The Effect of Hysterectomy or Levonorgestrel-Releasing Intrauterine, System on Lower Abdominal Pain and Back Pain Among Women Treated for Menorrhagia: A Five-Year Randomized Controlled Trial

2010 
Because hysterectomy, the standard treatment option for women of reproductive age with menorrhagia, is associated with serious complications and requires a relatively long-recovery period, the levonorgestrel-releasing intrauterine system (LNG-IUS) has been increasingly used as an alternative option. No randomized trials have compared these two treatment options on lower abdominal pain and back pain. A prior study comparing hysterectomy and LNG-IUS with respect to quality of life outcomes found that the only significant difference was that women with hysterectomy reported less pain after 12 months; this difference, however, disappeared at 5 years. This randomized controlled trial compared the effect of these two treatment procedures on lower abdominal pain and back pain among women of reproductive age treated for menorrhagia. Women aged 35 to 49 years were randomly assigned to treatment by hysterectomy (n = 117) or LNG-IUS (n = 119). Questionnaires were used to assess the frequency and intensity of lower abdominal pain and back pain at baseline and at 6 and 12 month, and 5-year follow-ups. At 6 months, women in both groups had significantly less frequent back pain compared to baseline (P < 0.001) with no difference between the groups. A decrease in lower abdominal pain at 6 months occurred only in the hysterectomy group (P = 0.02); the difference between the 2 groups was not significant (P = 0.5).

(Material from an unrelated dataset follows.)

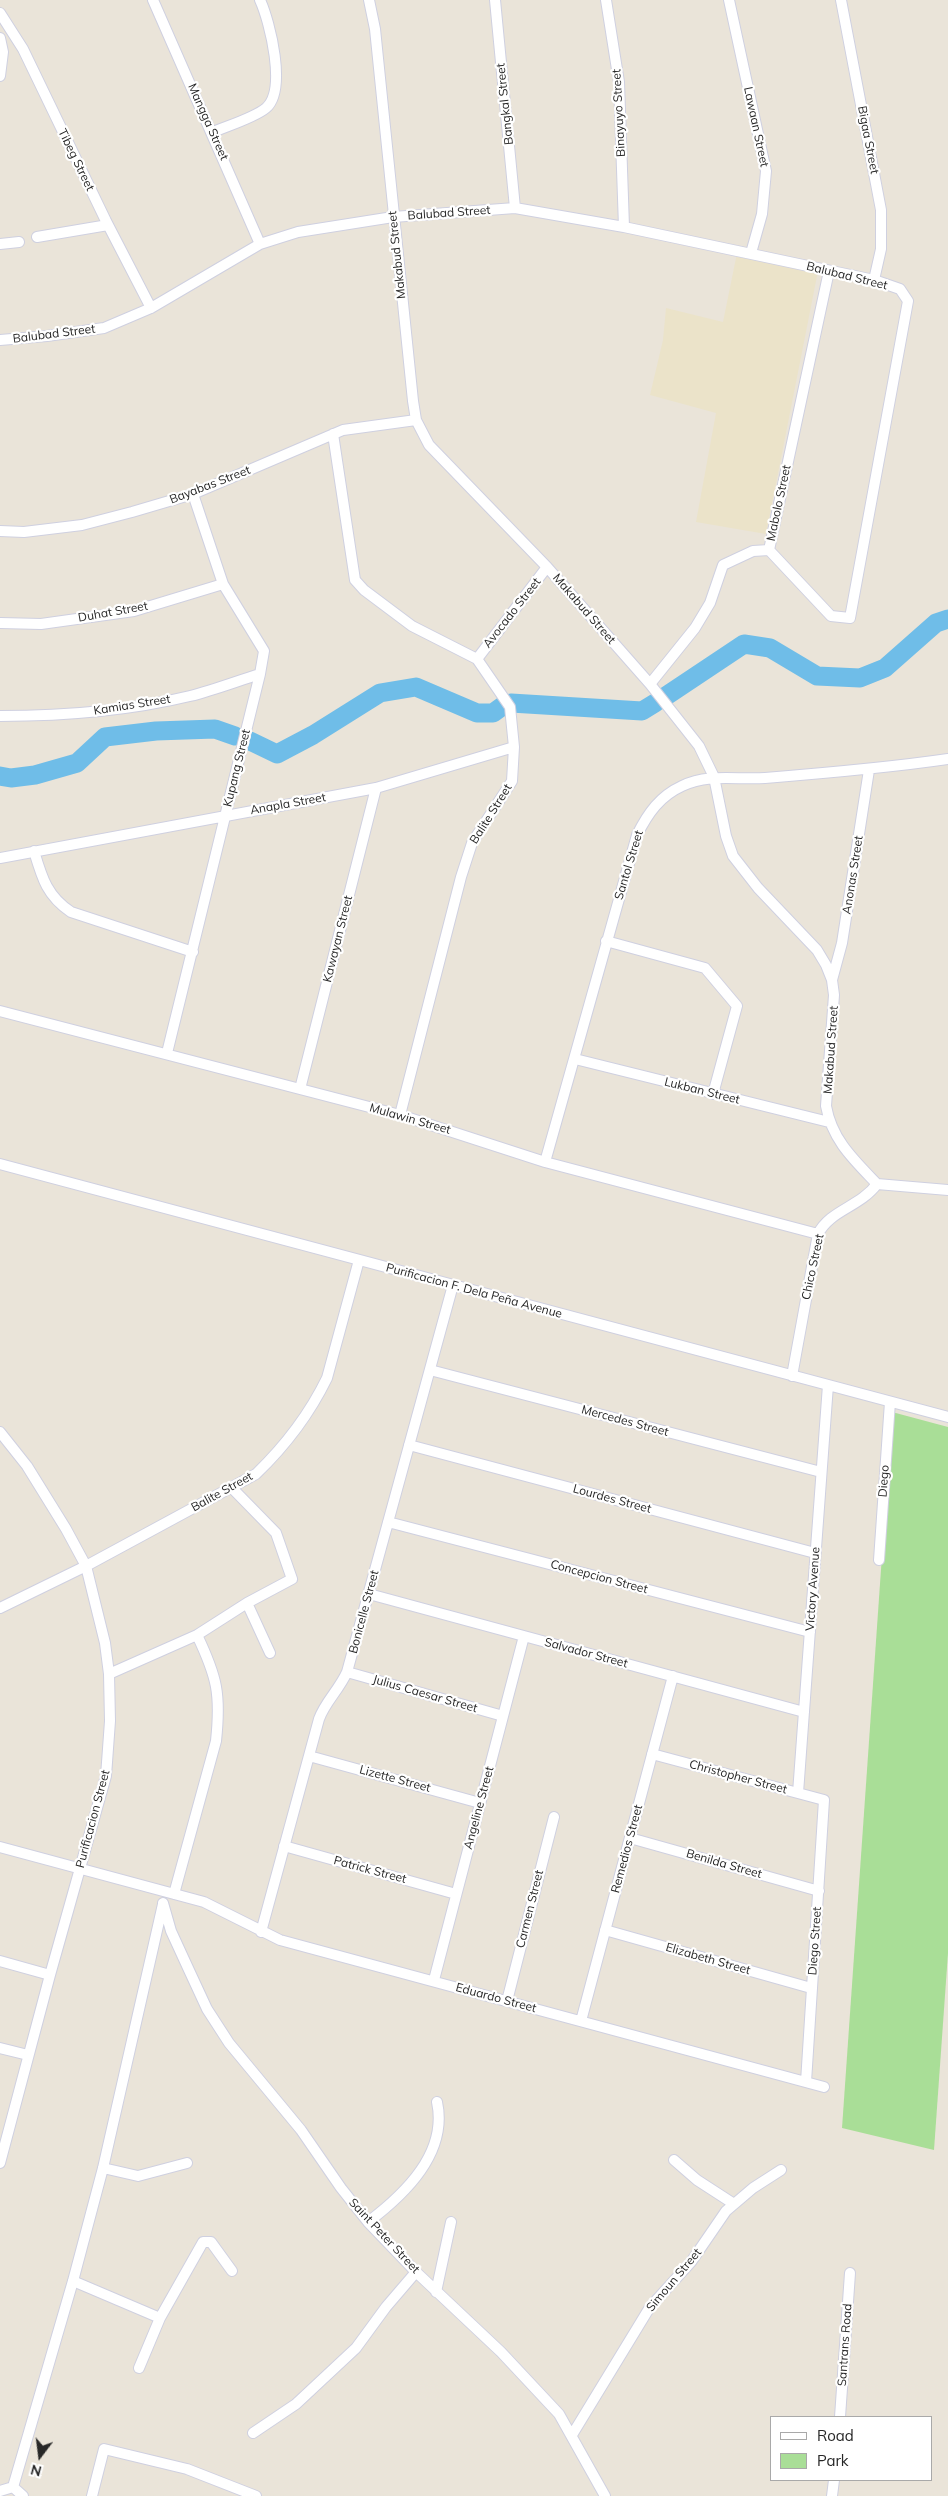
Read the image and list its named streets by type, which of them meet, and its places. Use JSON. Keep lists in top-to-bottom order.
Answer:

From 12 months to 5 years, greater reductions were found in the LNG-IUS group in the frequency of lower abdominal pain (P = 0.05) and back pain (P = 0.002) than in the hysterectomy group. With respect to pain scores at 5 years, less lower abdominal pain was experienced among women in both groups compared to the baseline (P = 0.01) for the hysterectomy group and P < 0.001 for the LNG-IUS group). In contrast, the back pain score decreased only among women in the LNG-IUS group and the difference between the two groups was significant (P = 0.02). These findings show that both hysterectomy and LNG-IUS decrease lower abdominal pain in women of reproductive age treated for menorrhagia, but only LNG-IUS appears to have a beneficial effect on back pain.